Jeffrey Soffer’s planned purchase of Brookfield Property Partners’ 1,000-room Diplomat Beach Resort Hollywood is called off, as hoteliers nationwide reel from the impact of the coronavirus pandemic.
Brookfield reported in its first quarter earnings filing that its sale agreement was “terminated by the third-party purchaser.” Soffer’s Aventura-based Fontainebleau Development was the proposed buyer of South Florida’s second biggest hotel at 3555 South Ocean Drive in Hollywood, at a price of about $800 million, according to sources. Soffer’s 1,600-key Fontainebleau Miami Beach is the region’s largest hotel.
Brookfield said in Securities and Exchange Commission filing that the purchase agreement was terminated on May 8. The move comes at a time when hotel occupancy is suffering due to hotel closures and stay-at-home restrictions.
Fontainebleau Development could still come back to the table later on, according to the company’s president, Brett Mufson. “We love the asset and continue to have discussions with Brookfield given the Diplomat’s clear synergies within our wider hospitality portfolio,” Mufson said.
Soffer launched Fontainebleau Development in March 2019 after splitting up interests in Turnberry Associates with his sister, Jackie Soffer.

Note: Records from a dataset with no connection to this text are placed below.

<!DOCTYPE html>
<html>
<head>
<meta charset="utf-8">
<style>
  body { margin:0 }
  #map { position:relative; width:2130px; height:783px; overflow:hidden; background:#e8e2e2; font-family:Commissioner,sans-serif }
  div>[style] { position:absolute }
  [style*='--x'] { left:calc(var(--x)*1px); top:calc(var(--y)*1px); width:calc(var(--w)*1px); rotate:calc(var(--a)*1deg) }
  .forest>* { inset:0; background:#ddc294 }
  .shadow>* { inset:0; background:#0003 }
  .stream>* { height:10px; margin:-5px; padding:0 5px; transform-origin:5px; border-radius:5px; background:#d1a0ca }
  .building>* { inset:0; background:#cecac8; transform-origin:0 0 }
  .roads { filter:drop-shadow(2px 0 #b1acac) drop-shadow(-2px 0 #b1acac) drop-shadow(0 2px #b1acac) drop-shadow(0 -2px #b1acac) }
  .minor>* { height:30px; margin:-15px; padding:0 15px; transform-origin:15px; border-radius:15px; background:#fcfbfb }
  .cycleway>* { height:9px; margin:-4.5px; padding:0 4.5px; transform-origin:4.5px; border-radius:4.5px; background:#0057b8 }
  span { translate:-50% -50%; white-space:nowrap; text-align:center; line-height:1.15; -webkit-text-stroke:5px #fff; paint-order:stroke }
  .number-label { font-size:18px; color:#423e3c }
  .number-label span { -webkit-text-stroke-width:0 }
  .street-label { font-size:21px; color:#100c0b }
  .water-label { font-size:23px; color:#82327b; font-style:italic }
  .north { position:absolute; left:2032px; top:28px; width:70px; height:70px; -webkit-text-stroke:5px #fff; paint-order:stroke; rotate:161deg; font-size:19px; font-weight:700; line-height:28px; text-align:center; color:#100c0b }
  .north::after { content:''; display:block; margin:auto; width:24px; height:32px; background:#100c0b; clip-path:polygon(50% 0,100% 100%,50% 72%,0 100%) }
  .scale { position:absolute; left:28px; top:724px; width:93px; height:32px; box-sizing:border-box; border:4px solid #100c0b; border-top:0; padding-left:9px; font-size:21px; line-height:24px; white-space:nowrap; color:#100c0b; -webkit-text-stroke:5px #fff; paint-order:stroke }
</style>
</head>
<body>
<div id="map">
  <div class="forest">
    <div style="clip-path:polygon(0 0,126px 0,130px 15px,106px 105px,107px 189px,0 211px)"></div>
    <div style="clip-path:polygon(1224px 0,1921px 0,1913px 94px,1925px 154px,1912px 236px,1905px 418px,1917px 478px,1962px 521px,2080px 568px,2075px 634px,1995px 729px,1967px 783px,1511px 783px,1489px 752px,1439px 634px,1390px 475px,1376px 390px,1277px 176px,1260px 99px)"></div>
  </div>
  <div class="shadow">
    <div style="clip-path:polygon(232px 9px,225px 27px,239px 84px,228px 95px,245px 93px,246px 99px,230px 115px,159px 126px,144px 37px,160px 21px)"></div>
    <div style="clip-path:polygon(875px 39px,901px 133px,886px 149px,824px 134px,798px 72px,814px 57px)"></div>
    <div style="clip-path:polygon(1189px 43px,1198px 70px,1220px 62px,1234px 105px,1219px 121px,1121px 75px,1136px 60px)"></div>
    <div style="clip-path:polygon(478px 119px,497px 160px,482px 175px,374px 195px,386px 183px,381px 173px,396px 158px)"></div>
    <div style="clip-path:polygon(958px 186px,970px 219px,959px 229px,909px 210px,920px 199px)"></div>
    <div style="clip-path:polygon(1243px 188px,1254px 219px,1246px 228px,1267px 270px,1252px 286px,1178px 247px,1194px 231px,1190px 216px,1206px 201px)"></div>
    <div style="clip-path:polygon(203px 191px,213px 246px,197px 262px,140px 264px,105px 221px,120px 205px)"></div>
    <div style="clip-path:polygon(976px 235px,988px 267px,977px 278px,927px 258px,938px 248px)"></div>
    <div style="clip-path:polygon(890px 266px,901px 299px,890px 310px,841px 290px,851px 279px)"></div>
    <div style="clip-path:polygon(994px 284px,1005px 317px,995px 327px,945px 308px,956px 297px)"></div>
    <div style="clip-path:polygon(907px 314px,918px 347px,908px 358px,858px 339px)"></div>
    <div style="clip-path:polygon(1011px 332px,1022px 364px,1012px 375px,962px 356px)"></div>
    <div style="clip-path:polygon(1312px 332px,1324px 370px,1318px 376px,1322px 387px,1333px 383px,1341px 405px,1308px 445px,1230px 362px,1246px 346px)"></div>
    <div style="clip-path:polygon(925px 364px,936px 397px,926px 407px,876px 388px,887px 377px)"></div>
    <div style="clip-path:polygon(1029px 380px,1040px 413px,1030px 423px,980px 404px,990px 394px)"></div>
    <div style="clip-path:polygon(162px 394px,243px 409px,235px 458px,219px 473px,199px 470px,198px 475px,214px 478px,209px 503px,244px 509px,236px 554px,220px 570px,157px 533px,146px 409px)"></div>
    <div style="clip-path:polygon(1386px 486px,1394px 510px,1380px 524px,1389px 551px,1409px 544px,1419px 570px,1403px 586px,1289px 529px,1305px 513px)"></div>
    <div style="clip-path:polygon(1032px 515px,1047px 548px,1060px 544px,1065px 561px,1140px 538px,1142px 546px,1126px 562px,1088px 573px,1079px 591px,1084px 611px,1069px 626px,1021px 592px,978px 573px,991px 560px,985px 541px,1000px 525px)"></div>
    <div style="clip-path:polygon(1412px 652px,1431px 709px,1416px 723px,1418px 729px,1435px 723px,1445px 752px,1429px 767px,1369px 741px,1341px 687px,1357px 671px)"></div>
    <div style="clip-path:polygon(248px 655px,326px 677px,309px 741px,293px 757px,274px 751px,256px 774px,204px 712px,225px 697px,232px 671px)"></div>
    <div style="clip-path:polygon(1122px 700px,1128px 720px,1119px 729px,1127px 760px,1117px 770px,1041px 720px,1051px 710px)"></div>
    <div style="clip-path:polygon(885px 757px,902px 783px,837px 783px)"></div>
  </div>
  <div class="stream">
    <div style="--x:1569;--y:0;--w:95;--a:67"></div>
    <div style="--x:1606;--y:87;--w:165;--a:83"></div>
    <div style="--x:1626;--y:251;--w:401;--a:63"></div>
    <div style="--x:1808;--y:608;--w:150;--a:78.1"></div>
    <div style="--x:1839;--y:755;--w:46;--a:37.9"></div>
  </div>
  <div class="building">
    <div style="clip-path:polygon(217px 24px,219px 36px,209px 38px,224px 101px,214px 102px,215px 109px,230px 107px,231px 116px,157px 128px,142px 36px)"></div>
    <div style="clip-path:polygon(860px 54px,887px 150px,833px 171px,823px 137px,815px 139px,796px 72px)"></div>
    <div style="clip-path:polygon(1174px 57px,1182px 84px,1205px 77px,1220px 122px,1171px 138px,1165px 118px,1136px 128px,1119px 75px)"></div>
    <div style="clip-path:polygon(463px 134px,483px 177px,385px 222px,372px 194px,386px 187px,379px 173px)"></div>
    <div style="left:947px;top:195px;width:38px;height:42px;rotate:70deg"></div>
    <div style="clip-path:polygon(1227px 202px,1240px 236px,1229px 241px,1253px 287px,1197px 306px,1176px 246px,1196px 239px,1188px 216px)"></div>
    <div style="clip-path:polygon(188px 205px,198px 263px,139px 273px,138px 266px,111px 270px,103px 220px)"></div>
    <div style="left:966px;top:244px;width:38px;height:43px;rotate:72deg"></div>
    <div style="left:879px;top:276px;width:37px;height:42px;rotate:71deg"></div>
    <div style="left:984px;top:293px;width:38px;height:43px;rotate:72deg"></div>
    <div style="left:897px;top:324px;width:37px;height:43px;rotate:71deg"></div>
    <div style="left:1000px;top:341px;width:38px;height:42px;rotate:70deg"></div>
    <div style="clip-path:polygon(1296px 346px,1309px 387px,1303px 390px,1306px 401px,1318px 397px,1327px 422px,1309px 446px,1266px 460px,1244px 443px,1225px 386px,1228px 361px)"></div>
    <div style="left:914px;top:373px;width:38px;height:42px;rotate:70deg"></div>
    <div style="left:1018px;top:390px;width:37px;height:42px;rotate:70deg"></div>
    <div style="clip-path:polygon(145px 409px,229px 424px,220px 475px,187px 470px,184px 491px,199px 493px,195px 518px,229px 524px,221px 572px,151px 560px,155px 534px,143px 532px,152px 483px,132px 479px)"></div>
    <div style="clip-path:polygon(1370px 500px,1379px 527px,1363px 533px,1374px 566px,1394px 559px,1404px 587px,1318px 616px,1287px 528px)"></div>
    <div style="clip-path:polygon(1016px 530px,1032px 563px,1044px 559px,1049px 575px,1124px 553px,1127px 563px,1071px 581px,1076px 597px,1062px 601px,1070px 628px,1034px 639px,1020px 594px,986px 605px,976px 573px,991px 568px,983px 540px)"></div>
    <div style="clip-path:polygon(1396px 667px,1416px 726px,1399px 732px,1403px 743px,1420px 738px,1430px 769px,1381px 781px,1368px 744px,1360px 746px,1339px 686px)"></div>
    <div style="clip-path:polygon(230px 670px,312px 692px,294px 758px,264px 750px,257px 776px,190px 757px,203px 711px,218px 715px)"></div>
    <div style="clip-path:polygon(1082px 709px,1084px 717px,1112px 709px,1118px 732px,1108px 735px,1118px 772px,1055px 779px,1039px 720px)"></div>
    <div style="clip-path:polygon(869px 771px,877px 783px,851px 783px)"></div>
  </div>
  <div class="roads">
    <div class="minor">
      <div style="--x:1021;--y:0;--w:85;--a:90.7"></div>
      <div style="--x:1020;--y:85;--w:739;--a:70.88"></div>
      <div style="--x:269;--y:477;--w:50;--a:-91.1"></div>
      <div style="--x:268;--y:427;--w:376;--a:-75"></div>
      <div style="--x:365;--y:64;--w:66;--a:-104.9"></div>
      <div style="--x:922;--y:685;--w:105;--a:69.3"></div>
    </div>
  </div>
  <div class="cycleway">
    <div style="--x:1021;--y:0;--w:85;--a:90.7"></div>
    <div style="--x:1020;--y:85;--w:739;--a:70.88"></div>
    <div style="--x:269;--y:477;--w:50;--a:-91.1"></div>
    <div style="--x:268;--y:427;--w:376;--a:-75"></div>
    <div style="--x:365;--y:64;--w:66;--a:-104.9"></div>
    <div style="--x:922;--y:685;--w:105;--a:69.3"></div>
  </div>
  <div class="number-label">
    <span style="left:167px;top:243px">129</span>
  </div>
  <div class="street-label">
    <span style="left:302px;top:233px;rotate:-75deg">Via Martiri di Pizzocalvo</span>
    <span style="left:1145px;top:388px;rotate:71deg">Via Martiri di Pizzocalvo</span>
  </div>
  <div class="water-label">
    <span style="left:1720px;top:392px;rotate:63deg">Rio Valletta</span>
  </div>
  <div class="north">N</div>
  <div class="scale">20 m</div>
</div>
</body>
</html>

A spokesperson for Brookfield did not immediately return a request for comment.
The Diplomat resort hit the market in January 2019 and was expected to trade for up to $1 billion, or $1 million a key.
Brookfield Property Partners, the real estate arm of Toronto-based investment manager Brookfield Asset Management, paid $460 million for the resort in 2014. Shortly after the sale, the former Westin hotel was rebranded to Curio, a Hilton Worldwide Holdings brand.
In April 2017, Brookfield completed a $100 million renovation of the beachfront property, which has 96 suites, 515 king rooms, 484 double rooms, and more than 200,000 square feet of meeting and event space. It features 10 restaurants, including Monkitail by Michael Schulson.
Brookfield refinanced the hotel with a $168 million loan from Morgan Stanley, J.P. Morgan and Wells Fargo in September.
For weeks, South Florida’s hotels have been suffering from the impact of the pandemic. Miami-Dade County and the city of Miami Beach ordered all hotels, motels and short-term rentals shut down effective March 23. Since then, hotels have laid off thousands of employees.
According to the data provider Trepp, South Florida hoteliers have $4.2 billion in commercial mortgage-backed securities, a type of debt that is harder to restructure than conventional loans.
A $975 million commercial mortgage-backed securities loan for the Fontainebleau Miami Beach entered special servicing in late March. Mufson previously told The Real Deal that the special servicer status “by no means should be interpreted as our loan being in default or that we are behind on any payment.”